The vast majority of Australian vineyards would be completely dependent on irrigation as well. And it could be argued that the production of alcohol is a complete waste of our most valuable Australian resources – fertile soil and precious water. In a complete tragedy that seemed to be largely overlooked by the media at large, whole dairy herds were sent to the meatworks during the recent savage drought in southern Australia, because desperate dairy farmers had no water to irrigate pasture for them. While winegrowers all around them spent up big buying water rights to keep their vineyards humming along. To add insult to injury, the price of milk is controlled and it is cheaper than bottled water. I didn’t seen giving up wine drinking anywhere on the Enviroweek list?

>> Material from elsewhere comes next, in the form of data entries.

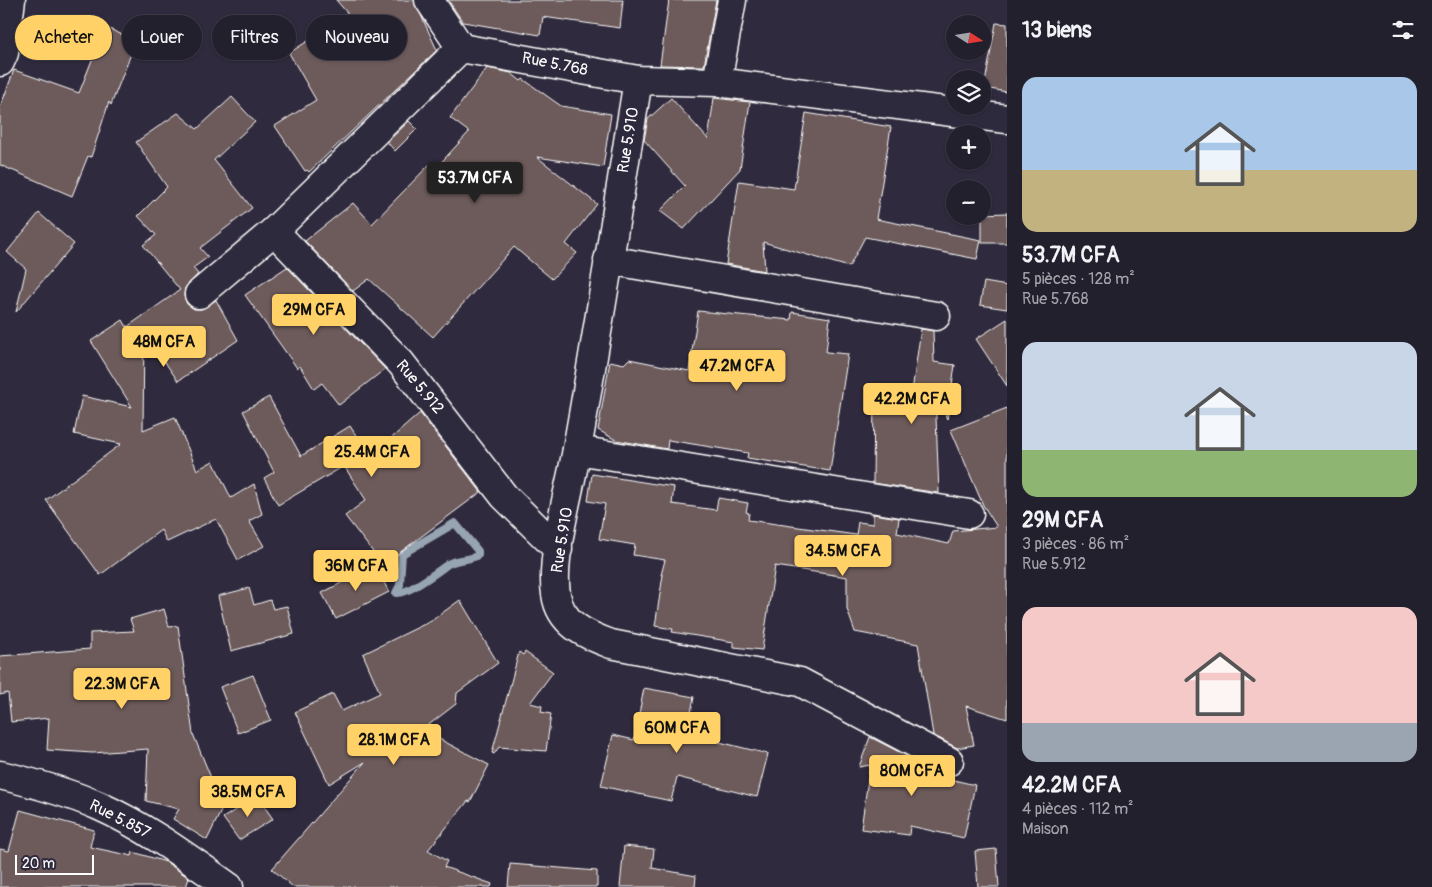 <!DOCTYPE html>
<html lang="fr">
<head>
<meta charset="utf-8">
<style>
  :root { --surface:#23202e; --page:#2f2d3a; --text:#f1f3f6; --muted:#a3a3aa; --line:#403e4a; --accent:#ffd166 }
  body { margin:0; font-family:Pangolin,sans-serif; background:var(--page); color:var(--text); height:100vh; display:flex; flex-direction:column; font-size:19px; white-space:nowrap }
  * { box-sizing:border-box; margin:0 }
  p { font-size:16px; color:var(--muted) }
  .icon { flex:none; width:28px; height:28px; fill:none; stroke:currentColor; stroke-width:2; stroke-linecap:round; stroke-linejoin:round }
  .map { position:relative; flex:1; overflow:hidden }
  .details { display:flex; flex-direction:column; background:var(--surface); width:425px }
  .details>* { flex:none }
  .guide { position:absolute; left:15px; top:15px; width:475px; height:45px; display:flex; gap:10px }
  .needle { width:32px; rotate:102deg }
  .controls { position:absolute; left:946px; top:15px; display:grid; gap:10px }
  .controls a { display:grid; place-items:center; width:45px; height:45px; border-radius:50%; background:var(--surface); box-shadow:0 1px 4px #0004,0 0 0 1px var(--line); font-size:25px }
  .scale { position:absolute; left:15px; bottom:12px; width:79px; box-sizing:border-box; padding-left:5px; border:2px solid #fff; border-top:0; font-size:14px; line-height:18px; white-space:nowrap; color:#fff; -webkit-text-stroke:4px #2f2a3d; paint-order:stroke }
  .price { position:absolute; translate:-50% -42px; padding:0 11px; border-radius:5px; background:var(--accent); color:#111; font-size:16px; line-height:32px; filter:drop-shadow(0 1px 2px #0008) }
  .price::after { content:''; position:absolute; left:50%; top:30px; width:15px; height:11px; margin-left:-8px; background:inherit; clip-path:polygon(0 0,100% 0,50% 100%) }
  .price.active { background:#222; color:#fff }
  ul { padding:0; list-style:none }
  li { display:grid; align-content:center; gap:10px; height:265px; padding:0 15px }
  li span { display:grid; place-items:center; height:155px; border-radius:15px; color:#555 }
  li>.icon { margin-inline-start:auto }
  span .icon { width:90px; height:90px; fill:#fffc; stroke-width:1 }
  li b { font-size:21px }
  h2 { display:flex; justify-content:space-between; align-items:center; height:60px; padding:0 15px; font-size:21px }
  .tag { padding:0 18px; border-radius:22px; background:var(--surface); box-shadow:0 1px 4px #0004,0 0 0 1px var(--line); font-size:18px; line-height:45px }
  .tag.active { background:var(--accent); color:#111 }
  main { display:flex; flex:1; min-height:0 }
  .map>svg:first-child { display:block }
</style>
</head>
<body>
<main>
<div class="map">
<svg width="1007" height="887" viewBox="0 0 1007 887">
  <rect width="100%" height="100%" fill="#2f2a3d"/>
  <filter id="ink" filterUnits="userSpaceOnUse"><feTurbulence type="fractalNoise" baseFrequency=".02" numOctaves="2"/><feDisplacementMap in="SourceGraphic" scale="10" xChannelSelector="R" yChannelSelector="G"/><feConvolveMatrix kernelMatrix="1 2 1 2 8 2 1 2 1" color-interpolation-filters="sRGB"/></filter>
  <g filter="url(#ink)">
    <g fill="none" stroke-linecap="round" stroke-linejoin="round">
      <path stroke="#97a4b2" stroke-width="8" d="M400 585 396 593C407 595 438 571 448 564 458 558 469 561 478 555V551L455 523 402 554 400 583"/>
    </g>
    <g fill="#6d5a5a" stroke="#fff">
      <polygon points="336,0 414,0 437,50 309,172 307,170 305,171 275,126 316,100 289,53 349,15"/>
      <polygon points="448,0 623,0 620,28 543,17 540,35 463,22"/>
      <polygon points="669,0 716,0 704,66 660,65"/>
      <polygon points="996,23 1007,24 1007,92 984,88"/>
      <polygon points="105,27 136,41 111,105 109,102 91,157 88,156 72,196 0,165 0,108 14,70 79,93"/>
      <polygon points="487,68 511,73 521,81 523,79 561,106 611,114 603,167 537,157 597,204 566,244 577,253 552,279 514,247 433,337 369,279 353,291 305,241 353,203 372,224 430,164 435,169 469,132 450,118"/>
      <polygon points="232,97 255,122 214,160 252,208 200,248 208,257 193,268 198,274 185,288 184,296 187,304 194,309 202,309 216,300 238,340 178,381 144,332 143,430 175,417 197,470 213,461 231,498 254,484 262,514 249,521 264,546 238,560 216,519 167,542 161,530 100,575 46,500 121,444 74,434 82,396 132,407 91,341 123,320 127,327 180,290 143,245 156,235 138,216 167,187 136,142 178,113 197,129"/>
      <polygon points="671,98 708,139 714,98 750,102 740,169 684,229 660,211 685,186 644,140 648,119"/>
      <polygon points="806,113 891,127 876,219 981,240 977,259 865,237 849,267 763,242 765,271 726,264 739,181 794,189"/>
      <polygon points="409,121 417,129 395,151 387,142"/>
      <polygon points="39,213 74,244 16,312 26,269 7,252"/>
      <polygon points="1007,213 1007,243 982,243 982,214"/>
      <polygon points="287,267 385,369 339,405 322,383 314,389 300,366 297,368 245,295"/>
      <polygon points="984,282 1007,286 1007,309 980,305"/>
      <polygon points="698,311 791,320 792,312 830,318 826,352 848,354 830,471 747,458 748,453 668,440 667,449 616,440 598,430 610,361 624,364 629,359 689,371"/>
      <polygon points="1007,319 1007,386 976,339"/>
      <polygon points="921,329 933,331 934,362 955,365 947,419 935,392 939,493 873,483 874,394 911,398"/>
      <polygon points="269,397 301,456 350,426 370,457 420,413 481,492 383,565 345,516 366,500 344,466 278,505 264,478 274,472 243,411"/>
      <polygon points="1007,408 1007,719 966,706 974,745 957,748 933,735 918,644 855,632 847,609 847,577 775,566 762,650 734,647 734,642 672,632 673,629 655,626 663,575 661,575 665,560 633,555 635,545 599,539 605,504 588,501 592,474 674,487 672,504 716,510 718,498 748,503 746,512 749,513 748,520 856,535 858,522 873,524 873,514 899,518 897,533 949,544 953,531 997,527 983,505 951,430"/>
      <polygon points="375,565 389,592 336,619 322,593"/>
      <polygon points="249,588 254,605 270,600 273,609 287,606 294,634 231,651 218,596"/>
      <polygon points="460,600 498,663 457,693 456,704 422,730 489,765 470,802 468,801 428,850 447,861 444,867 492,884 491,887 293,887 272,869 365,762 329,784 295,712 333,694 342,711 380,693 363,654 431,621"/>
      <polygon points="164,609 169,627 178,626 193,734 223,807 207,840 173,819 179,809 146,801 148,749 93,753 47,750 49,718 11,722 8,693 0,695 0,656 90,649 90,633 134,631 130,619"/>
      <polygon points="519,652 523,655 525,652 553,672 530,703 542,706 541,712 551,714 546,751 499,747 494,754 492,753"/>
      <polygon points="253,675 271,720 238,733 220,687"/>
      <polygon points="644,688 694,697 687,734 768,754 757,797 677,777 671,801 601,786 613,735 634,740"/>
      <polygon points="870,737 909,757 881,763 975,785 964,838 910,826 909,835 861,829 870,765 859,767"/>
      <polygon points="257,796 273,819 239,840 223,818"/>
      <polygon points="20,810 94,830 90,847 132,856 133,852 166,862 189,878 186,887 0,887 0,849 9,851"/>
      <polygon points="624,846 654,849 652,868 696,876 695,887 620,887"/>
      <polygon points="996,849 999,887 978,887 975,851"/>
      <polygon points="510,864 597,871 597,887 508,887"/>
    </g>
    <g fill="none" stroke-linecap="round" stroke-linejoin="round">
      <defs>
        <g id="minor">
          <polyline points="429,0 461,48"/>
          <polyline points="0,62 4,53 11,0"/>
          <path d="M638 80C618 203 599 326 577 449 570 489 550 556 556 594 560 624 586 635 611 644L800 682 949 761"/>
          <polyline points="717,82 732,0"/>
          <polyline points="274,231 401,363 504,496 558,549"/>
          <polyline points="608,260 936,316"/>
          <polyline points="199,294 274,231 461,48 638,80 717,82 1007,119"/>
          <polyline points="577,450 969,514"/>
          <path d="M0 775C34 783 67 792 99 806 146 827 188 858 229 887"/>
        </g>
      </defs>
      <use href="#minor" stroke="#fff" stroke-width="31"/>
      <use href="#minor" stroke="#2f2a3d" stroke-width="28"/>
    </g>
  </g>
  <g text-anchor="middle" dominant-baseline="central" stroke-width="4" stroke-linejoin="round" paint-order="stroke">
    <g font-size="16" fill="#fff" stroke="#2f2a3d">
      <text transform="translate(555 64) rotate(11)">Rue 5.768</text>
      <text transform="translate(628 140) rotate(-81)">Rue 5.910</text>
      <text transform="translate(420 387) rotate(50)">Rue 5.912</text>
      <text transform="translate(562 540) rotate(-81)">Rue 5.910</text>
      <text transform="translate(120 819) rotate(27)">Rue 5.857</text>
    </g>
  </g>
</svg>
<div class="controls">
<a><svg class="needle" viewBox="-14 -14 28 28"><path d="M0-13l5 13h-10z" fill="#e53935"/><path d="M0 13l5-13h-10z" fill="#a3a3aa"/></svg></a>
<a><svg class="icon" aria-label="layers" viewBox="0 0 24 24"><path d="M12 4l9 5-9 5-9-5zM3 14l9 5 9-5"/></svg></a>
<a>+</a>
<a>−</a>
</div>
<div class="scale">20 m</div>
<b class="price active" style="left:475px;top:204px">53.7M CFA</b>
<b class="price" style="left:314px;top:336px">29M CFA</b>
<b class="price" style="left:164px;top:368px">48M CFA</b>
<b class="price" style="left:737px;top:392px">47.2M CFA</b>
<b class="price" style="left:912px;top:425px">42.2M CFA</b>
<b class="price" style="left:372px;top:478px">25.4M CFA</b>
<b class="price" style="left:843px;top:577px">34.5M CFA</b>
<b class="price" style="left:356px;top:592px">36M CFA</b>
<b class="price" style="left:122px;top:710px">22.3M CFA</b>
<b class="price" style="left:677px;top:754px">60M CFA</b>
<b class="price" style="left:394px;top:766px">28.1M CFA</b>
<b class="price" style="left:912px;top:797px">80M CFA</b>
<b class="price" style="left:248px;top:818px">38.5M CFA</b>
<div class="guide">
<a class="tag active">Acheter</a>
<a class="tag">Louer</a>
<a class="tag">Filtres</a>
<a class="tag">Nouveau</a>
</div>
</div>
<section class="details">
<h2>13 biens<svg class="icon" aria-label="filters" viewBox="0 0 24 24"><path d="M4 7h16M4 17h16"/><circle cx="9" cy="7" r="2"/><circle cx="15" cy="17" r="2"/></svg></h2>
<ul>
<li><span style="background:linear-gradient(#a9c7e8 60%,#c2b280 0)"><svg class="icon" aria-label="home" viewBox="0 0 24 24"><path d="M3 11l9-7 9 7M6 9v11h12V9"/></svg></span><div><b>53.7M CFA</b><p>5 pièces · 128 m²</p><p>Rue 5.768</p></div></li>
<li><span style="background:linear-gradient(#c9d6e8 70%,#8fb573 0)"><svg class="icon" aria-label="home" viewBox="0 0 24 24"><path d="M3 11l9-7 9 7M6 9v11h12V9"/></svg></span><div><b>29M CFA</b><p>3 pièces · 86 m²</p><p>Rue 5.912</p></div></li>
<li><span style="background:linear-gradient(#f6c9c9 75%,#9aa5b1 0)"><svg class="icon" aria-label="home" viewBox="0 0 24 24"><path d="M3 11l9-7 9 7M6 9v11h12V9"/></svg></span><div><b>42.2M CFA</b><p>4 pièces · 112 m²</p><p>Maison</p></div></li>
</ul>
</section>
</main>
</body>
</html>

Lastly, something that completely sums up the lack of logic. It states ‘go vegetarian’ then bangs on about the environmental unfriendliness of beef production. Last time I heard, vegetarian meant not eating any meat – meat of every kind – so no beef, no lamb, pork, chicken, fish, seafood, etc. Why just pick on beef? And if they’re going to talk specifically about beef, why not at least distinguish between grassfeed beef run in extensive paddocks in outback Australia, as distinct from cattle fattened on grain in feedlots (which have a much less environmentally friendly set of statistics).

Why not? Because whoever stuck ‘Go Vegetarian’ into the list hasn’t got a clue what they’re actually talking about. Maybe there’s not enough iron in their diet?

They’ve even got the famous AFL footy coach, Ron Barassi, as the ambassador. Ron aren’t footballs made out of leather? (Or do we just take the hide off and leave the meat for the crows?)

After a bit of digging around it became apparent that Just Jeans empire heir, photographer, Al Gore-disciple and Melbourne resident Jason Kimberley is behind ‘Cool Australia’. No doubt his heart is in the right place, but like so many fashionable band-wagon jumpers, the big picture is not properly understood and there’s a classic one-eyed simplistic zeal about it. Exhortations to ‘eat food that comes from within 200 kilometres of home’ is typical. The stated reasons why are ‘Carbon emission reduction – reduced emissions in getting food to you’ and ‘Social – supporting local businesses’ (well I guess the residents of the Barkly Homestead (maybe as many as 10 people, in the peak tourist season) had better get busy eating those several hundred thousand cows poking around the paddocks just to the north of them). Bananas can be grown in Melbourne but they’ll require a very high level of inputs compared to those grown in their natural environment, such as hot and humid north Queensland. So exhorting people to buy food grown within 200km, regardless of what it is and how it was grown, will encourage environmentally unfriendly production and huge inefficiencies. To maximise environmental sustainability, food is ideally produced in the particular environment in which it is naturally suited – production efficiency gains far outweigh energy used in transportation. So cattle are grazed in remote areas on native pastures, and horticultural crops are grown in relatively well-watered and fertile soils along the central and southern coastline. If Jason Kimberley was serious about improving environmental sustainability by eating locally, one of the most vital and absolutely urgent things to lobby for is a cessation of all building (residential and commercial) on the fertile land immediately surrounding our cities, in particular the most populous one, Sydney. A Sydney Morning Herald article sums up this agricultural urban sprawl nightmare. But, as is typical, it’s easier to tell people to turn their lights off and buy compost bins.

It’s not apparent where exactly the money raised from the ‘enviroweek’ charity will be going.